The brothers have been separated from each other for some time, and this is a final opportunity for them to be together at their childhood holiday home at Saint-Clément-des-Baleines on Île de Ré – the place where land meets the nothingness of the vast Atlantic, seeming (symbolically, of course) the end of the world.

As with Besson's La Trahison de Thomas Spencer, the main characters of Son frère are two males, although in the former novel they strongly resemble brothers as opposed to the actual brothers of this novel. But there is no (self-evident) homosexual undertow in Son frère.

The narrative takes the form of a kind of journal narrated by Lucas, although it weaves between the past and the present. But most of it is in the present, involving Thomas's illness, a series of blood tests and operations, usually negative results, and much heartache.

The drama of the second half of the novel is dominated by an old man who at first comes to tell the brothers that he's been watching Thomas – who now looks like an old man too, many years more than his chronological age – and who talks to them on several occasions.
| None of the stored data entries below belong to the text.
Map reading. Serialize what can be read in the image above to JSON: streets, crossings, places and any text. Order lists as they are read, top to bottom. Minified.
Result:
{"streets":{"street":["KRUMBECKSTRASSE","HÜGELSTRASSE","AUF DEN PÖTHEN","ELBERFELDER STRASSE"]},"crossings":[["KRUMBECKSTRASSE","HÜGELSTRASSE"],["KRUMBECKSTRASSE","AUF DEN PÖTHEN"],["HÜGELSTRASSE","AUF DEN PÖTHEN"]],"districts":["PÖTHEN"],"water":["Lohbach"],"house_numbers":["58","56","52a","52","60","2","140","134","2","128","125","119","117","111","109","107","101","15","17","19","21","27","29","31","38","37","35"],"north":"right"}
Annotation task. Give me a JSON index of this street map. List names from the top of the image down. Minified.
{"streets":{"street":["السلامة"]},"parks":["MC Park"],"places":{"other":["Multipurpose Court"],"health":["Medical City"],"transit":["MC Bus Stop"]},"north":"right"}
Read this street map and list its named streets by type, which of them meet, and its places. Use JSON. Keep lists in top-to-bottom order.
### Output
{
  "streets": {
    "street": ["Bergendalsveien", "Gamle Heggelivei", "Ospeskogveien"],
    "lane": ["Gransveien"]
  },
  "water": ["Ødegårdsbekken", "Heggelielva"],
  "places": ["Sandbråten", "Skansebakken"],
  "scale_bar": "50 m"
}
His final talk is addressed specifically to Thomas, and tells of a young woman who was drowned off the coast. His words 'On ne va pas contre la volonté de l'océan' ('You can't argue with the will of the ocean') seems to have a symbolic – even premonitory – significance. It certainly has a strong effect on Thomas.

Thomas confesses to Lucas that he had a girlfriend, Annette, whom he got pregnant and – contrary to Thomas's wishes – refuses to have an abortion. (Lucas muses that the same problem wouldn't have happened to him as he's gay.) Annette goes swimming the day after the argument, gets in trouble and yells to Thomas for help, but he hesitates, then goes to rescue her, is within twenty metres of her but he's too late to rescue her.

If he hadn't hesitated he'd have saved her, wouldn't he? The guilt. Thomas knows he's dying, but he cuts his life slightly shorter by yielding to the will of the ocean. The police find Lucas's body in exactly same spot as they found Annette's body: on the beach of Saint-Sauveur.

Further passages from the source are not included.